What is the number of lines below that contain the word "view"? Respond with that number alone.

(Records excerpted from a collection)
☆ ☆ ☆ ☆ ☆ ☆ ☆
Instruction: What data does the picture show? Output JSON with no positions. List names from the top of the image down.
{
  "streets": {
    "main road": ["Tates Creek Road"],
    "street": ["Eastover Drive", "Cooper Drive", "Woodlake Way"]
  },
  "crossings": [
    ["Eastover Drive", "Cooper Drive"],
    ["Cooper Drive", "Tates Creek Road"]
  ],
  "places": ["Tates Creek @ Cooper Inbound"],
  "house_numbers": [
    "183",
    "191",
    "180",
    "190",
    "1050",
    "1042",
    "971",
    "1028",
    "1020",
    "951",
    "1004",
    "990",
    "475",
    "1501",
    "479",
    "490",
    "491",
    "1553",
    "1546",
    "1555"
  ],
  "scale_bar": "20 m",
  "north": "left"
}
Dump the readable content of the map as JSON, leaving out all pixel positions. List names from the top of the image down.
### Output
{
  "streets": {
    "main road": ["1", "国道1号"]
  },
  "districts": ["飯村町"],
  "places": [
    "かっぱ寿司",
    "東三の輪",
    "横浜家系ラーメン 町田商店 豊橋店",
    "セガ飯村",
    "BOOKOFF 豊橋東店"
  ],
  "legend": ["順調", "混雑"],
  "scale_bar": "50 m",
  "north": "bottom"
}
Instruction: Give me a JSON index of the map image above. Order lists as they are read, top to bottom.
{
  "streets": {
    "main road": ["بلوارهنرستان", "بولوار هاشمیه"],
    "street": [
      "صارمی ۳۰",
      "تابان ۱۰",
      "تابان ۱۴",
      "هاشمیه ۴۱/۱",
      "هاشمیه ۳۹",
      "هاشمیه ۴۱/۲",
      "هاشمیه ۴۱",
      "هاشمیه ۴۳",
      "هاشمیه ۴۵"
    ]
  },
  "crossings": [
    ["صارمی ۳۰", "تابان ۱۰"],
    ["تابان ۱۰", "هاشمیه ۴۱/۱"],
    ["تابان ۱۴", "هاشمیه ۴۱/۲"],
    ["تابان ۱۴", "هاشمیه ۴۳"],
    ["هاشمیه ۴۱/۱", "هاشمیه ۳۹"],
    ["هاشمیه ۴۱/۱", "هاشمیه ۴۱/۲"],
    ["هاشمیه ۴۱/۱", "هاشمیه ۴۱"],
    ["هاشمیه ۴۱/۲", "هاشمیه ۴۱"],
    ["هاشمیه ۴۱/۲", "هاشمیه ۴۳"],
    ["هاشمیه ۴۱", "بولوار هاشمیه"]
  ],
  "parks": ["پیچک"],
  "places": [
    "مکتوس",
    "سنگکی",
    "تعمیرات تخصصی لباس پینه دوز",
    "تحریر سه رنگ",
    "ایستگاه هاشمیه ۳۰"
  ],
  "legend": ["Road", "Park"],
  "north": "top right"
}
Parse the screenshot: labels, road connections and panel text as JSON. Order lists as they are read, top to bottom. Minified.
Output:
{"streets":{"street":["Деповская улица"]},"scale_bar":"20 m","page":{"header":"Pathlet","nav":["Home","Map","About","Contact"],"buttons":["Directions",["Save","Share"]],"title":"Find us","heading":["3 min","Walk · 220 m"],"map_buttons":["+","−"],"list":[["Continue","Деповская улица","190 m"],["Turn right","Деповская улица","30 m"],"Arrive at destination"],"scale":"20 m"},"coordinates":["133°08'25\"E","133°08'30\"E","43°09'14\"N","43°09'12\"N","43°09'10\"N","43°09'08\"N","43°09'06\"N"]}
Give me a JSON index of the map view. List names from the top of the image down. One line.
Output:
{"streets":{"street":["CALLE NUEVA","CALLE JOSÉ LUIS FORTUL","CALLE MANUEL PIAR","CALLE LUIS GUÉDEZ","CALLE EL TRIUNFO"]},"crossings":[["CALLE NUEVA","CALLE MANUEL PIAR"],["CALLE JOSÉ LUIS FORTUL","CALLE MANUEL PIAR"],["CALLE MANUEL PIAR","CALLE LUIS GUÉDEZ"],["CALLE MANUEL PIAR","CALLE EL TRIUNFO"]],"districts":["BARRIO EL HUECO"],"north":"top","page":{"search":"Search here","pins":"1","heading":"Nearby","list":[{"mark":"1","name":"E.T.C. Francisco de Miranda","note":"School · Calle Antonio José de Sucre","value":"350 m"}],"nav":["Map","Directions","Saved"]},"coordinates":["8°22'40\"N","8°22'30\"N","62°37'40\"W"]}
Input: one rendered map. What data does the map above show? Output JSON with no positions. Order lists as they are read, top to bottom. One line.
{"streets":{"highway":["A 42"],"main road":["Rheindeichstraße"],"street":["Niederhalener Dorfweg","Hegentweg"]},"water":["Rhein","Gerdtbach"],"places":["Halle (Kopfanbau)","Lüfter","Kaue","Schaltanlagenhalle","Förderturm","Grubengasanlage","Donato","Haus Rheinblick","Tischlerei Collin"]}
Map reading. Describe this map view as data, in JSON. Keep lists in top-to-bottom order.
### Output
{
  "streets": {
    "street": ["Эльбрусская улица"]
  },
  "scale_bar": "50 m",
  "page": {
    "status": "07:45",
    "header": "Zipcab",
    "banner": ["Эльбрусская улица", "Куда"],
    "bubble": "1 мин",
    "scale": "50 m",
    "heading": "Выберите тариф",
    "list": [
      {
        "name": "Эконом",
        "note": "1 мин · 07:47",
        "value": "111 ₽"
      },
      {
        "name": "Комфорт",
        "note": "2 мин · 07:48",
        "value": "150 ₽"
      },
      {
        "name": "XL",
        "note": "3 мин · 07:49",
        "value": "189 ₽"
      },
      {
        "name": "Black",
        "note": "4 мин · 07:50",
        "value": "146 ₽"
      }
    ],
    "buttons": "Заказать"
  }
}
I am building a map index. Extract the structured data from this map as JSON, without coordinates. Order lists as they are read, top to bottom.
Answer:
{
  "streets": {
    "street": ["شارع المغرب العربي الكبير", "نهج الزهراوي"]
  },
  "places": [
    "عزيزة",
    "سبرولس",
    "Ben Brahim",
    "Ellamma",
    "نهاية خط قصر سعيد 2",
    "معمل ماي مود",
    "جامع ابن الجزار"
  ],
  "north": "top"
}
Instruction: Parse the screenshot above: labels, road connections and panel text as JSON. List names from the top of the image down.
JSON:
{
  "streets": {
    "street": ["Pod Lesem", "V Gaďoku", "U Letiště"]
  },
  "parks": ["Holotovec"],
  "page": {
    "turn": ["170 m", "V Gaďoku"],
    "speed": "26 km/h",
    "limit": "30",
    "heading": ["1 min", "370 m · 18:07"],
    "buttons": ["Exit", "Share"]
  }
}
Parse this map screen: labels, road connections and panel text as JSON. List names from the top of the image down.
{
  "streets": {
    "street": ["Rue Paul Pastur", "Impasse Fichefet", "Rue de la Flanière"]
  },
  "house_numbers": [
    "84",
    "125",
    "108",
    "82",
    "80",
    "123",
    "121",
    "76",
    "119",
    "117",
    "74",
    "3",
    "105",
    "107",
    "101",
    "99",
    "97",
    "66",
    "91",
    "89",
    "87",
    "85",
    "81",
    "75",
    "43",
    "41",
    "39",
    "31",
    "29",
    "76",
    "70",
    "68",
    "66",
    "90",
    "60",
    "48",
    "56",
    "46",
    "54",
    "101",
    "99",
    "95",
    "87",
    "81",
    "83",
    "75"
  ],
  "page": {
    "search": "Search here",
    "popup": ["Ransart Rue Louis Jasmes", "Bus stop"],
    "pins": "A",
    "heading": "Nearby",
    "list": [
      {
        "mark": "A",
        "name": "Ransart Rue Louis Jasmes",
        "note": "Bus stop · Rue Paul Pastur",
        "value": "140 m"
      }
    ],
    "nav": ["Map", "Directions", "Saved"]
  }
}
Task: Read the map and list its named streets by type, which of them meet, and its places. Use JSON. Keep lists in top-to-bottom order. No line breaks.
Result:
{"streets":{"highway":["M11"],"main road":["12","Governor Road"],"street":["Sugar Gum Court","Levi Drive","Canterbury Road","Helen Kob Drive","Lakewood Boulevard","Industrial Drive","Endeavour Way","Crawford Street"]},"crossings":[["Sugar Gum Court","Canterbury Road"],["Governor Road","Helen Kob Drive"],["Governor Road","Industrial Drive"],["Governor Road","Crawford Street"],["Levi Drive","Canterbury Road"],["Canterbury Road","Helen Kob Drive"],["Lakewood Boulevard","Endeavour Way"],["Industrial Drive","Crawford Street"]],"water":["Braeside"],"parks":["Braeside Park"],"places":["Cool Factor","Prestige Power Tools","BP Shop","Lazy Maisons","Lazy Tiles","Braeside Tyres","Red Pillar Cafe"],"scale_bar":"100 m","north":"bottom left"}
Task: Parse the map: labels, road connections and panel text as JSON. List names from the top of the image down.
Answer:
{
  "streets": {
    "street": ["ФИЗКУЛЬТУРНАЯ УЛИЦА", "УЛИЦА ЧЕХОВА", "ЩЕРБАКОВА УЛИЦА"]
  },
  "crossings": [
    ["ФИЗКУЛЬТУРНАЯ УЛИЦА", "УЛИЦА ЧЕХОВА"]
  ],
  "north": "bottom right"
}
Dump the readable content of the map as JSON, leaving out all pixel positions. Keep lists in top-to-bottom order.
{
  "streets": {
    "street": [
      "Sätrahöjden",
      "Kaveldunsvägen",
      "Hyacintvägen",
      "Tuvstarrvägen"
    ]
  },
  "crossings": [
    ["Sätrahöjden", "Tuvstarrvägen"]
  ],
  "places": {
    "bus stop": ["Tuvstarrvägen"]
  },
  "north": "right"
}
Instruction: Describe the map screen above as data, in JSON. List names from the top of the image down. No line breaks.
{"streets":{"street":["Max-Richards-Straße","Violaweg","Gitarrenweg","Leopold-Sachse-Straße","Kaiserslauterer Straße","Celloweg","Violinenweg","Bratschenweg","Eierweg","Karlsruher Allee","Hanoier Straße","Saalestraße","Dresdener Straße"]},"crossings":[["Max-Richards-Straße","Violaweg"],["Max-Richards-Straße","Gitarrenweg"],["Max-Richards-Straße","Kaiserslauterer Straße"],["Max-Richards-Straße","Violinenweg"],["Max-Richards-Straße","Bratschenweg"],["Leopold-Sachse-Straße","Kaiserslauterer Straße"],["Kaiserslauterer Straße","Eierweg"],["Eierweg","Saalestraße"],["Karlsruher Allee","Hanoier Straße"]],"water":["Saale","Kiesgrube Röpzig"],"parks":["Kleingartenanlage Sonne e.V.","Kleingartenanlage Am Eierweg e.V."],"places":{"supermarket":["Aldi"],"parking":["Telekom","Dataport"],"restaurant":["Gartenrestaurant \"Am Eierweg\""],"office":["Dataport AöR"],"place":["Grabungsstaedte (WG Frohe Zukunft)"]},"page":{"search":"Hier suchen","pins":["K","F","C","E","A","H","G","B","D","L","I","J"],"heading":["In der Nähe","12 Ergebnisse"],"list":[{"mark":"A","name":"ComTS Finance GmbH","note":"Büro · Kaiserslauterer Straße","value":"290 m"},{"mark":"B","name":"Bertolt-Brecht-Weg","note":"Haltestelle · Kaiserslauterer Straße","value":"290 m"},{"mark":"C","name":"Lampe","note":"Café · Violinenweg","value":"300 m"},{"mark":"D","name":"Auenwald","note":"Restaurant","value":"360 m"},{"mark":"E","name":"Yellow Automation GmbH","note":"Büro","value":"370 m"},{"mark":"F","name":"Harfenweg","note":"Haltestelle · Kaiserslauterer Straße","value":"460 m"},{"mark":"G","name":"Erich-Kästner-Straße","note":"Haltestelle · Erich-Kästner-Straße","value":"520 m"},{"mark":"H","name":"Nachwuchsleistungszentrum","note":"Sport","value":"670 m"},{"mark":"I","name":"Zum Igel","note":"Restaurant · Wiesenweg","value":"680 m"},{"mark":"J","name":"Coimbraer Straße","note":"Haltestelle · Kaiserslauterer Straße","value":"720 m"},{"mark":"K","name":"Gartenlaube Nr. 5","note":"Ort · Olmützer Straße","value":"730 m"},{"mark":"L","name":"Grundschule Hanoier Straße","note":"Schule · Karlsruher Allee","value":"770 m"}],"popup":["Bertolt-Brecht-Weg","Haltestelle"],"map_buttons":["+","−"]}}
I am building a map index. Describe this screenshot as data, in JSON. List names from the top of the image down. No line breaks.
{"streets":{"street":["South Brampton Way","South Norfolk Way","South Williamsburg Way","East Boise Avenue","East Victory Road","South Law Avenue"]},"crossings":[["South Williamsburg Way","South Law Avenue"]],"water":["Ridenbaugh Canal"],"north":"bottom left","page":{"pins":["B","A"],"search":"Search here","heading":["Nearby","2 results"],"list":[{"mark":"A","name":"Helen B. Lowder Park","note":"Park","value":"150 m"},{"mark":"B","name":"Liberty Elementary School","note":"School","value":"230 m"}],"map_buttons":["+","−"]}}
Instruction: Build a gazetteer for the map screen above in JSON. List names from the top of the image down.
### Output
☆ ☆ ☆ ☆ ☆ ☆ ☆
# ANSWER TO THE EXERCISE:
2